WORK INSTRUCTIONS:
Please copy each line from the entries that contains the string "Vire".

▬▬▬▬▬▬

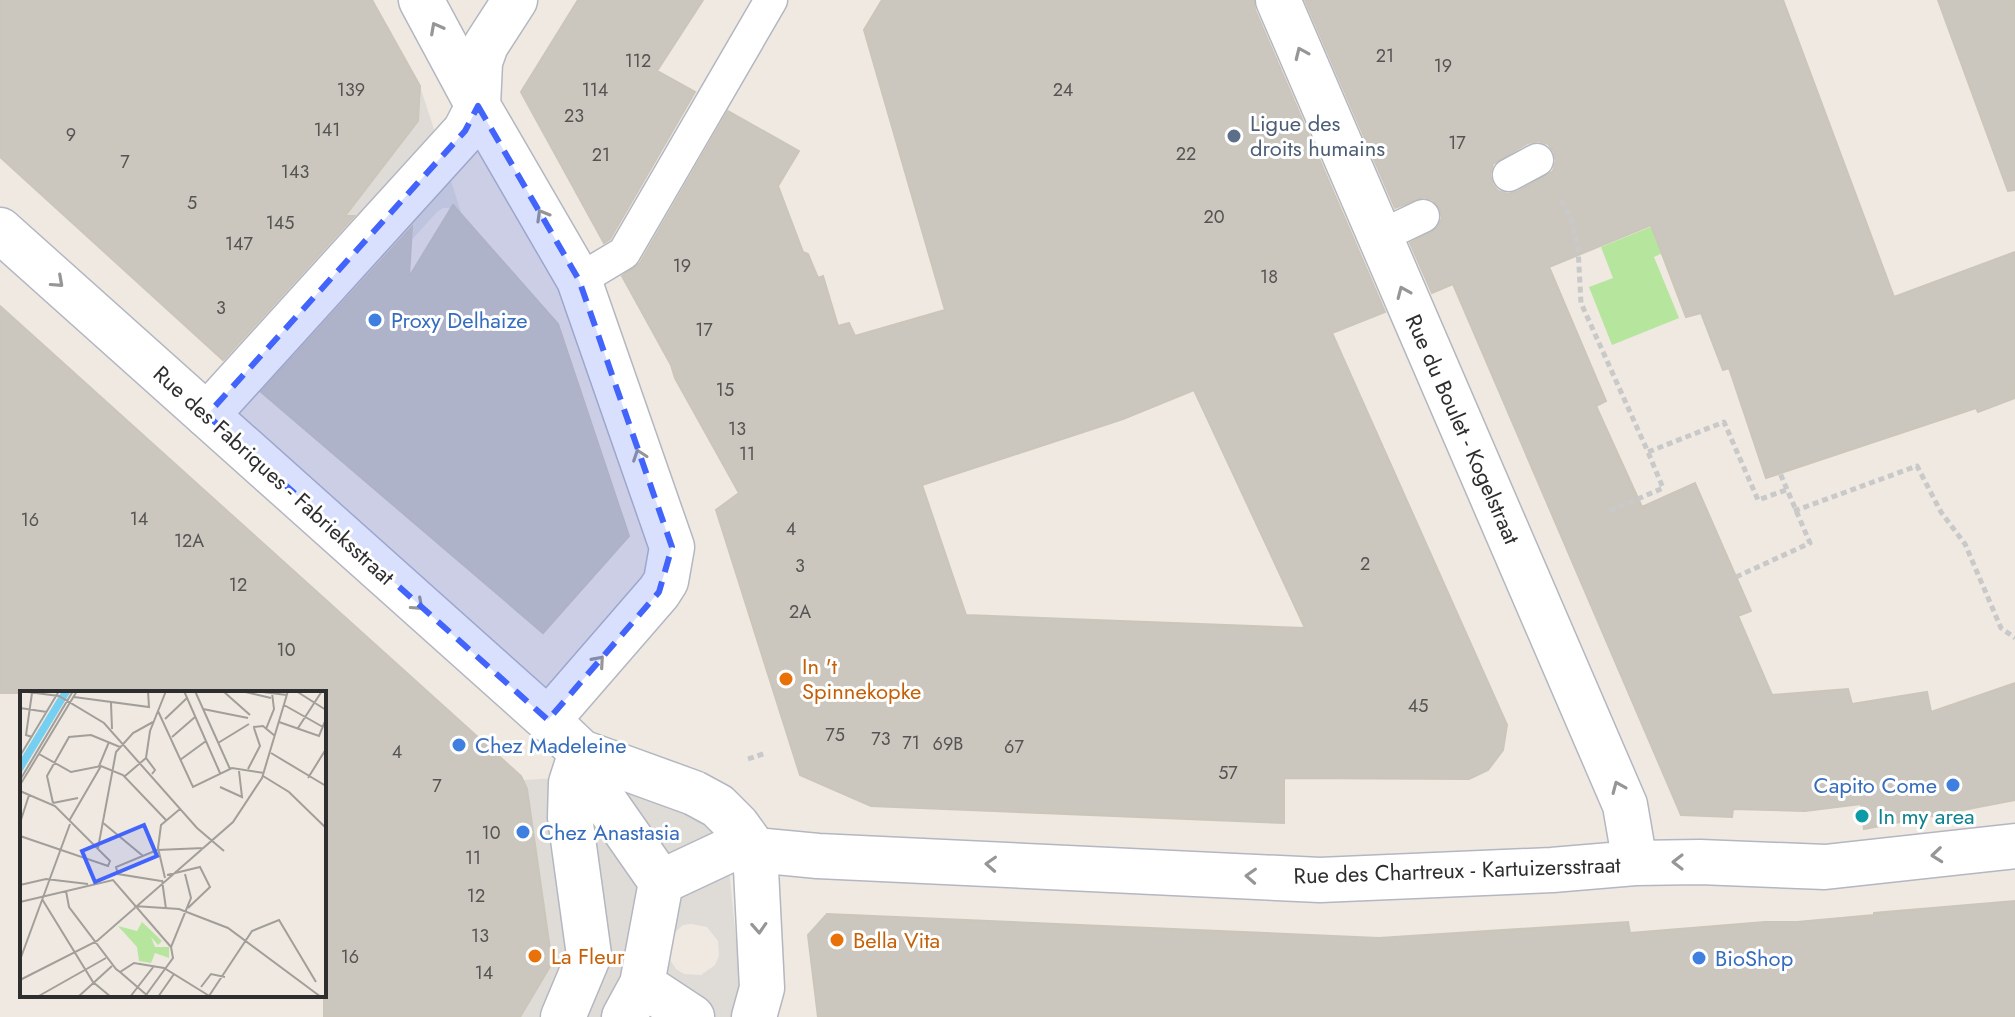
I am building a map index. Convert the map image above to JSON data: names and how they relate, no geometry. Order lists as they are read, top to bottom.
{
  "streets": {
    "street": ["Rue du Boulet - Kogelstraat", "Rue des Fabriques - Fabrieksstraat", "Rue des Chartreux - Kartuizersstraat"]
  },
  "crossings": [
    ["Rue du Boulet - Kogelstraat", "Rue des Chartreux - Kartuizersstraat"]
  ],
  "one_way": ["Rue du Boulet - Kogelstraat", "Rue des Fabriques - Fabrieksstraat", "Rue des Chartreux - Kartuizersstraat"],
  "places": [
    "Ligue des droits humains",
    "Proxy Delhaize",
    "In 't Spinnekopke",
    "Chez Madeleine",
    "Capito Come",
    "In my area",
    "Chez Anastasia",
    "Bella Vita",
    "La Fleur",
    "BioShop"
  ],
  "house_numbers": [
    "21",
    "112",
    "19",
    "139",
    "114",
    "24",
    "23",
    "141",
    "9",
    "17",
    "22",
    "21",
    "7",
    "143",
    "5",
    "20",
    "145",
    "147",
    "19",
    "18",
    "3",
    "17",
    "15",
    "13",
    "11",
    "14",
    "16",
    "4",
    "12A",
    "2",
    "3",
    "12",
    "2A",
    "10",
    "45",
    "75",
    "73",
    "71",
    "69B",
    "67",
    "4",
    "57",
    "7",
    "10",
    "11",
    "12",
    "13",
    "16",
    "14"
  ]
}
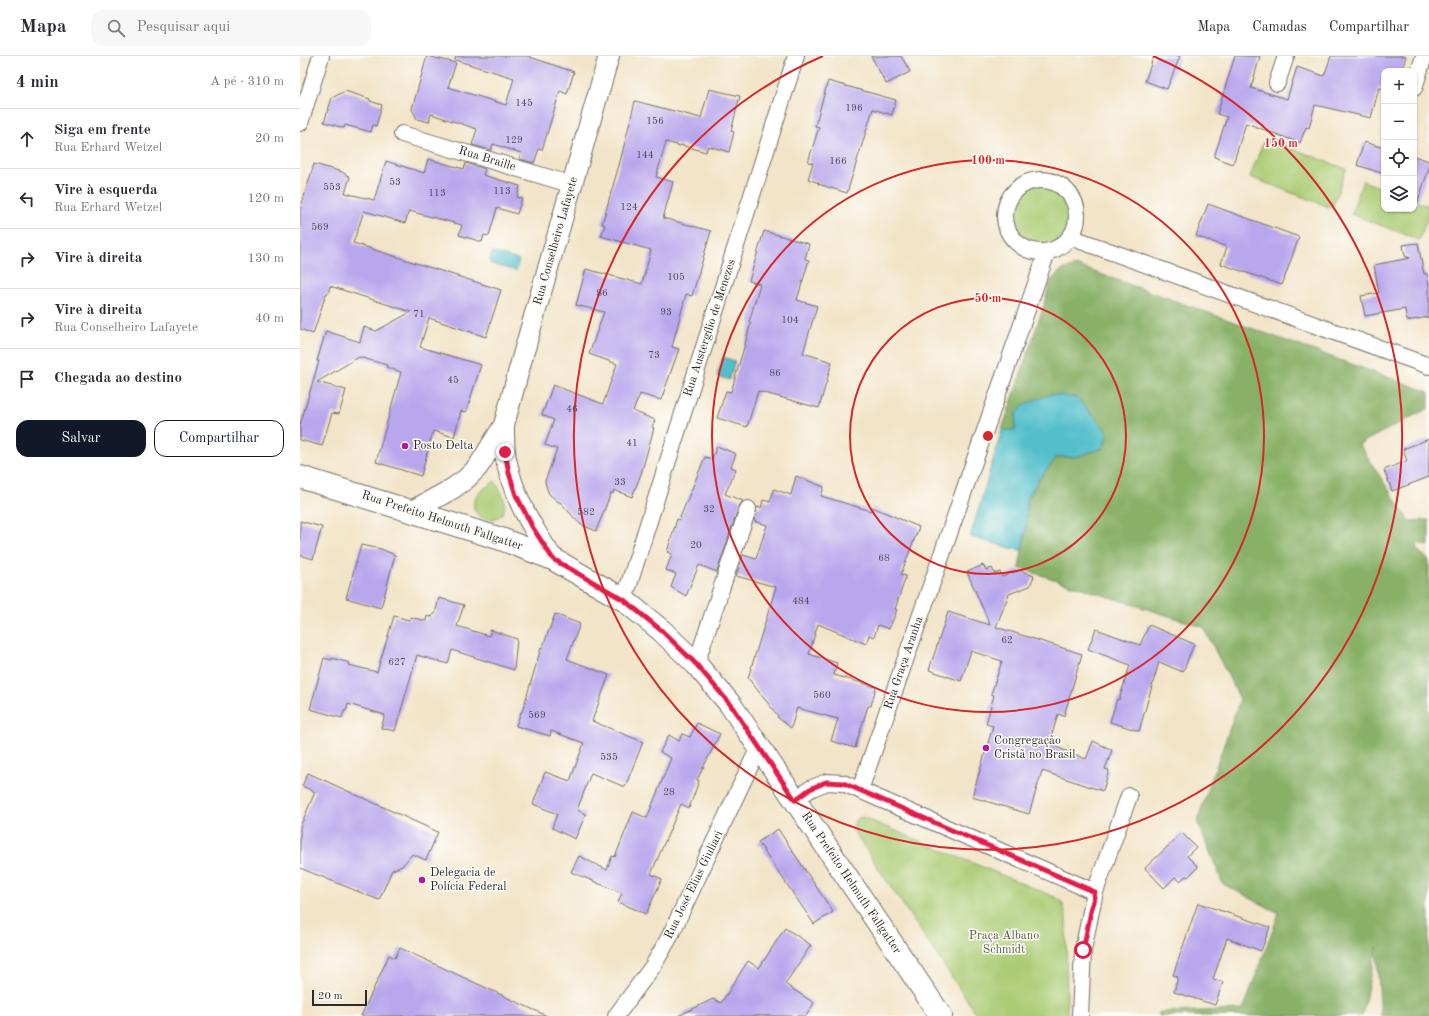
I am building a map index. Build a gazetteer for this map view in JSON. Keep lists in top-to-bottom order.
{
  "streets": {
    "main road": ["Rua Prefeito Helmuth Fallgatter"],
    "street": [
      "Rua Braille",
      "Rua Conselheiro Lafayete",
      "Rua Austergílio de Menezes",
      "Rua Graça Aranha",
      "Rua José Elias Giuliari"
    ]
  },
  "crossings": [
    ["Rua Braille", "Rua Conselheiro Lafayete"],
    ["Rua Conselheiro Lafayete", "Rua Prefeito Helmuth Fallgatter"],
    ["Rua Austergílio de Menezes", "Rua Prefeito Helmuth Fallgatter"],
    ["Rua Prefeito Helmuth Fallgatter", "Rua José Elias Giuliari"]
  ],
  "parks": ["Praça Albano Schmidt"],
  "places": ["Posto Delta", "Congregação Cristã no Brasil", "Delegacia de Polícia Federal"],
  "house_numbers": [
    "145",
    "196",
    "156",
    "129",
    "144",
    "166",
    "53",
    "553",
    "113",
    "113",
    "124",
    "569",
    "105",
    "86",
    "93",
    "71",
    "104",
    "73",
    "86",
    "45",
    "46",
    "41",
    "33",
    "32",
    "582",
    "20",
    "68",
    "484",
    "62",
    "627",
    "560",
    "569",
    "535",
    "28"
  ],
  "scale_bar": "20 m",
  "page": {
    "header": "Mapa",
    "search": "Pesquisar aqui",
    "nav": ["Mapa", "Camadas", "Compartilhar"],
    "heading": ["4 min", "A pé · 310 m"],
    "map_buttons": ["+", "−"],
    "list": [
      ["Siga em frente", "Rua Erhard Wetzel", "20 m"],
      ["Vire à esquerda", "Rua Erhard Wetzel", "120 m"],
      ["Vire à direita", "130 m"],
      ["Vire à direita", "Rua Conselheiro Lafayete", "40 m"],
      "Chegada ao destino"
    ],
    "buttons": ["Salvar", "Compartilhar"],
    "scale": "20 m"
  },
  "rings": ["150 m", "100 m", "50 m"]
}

▬▬▬▬▬▬

ANSWER SPACE:
      ["Vire à esquerda", "Rua Erhard Wetzel", "120 m"],
      ["Vire à direita", "130 m"],
      ["Vire à direita", "Rua Conselheiro Lafayete", "40 m"],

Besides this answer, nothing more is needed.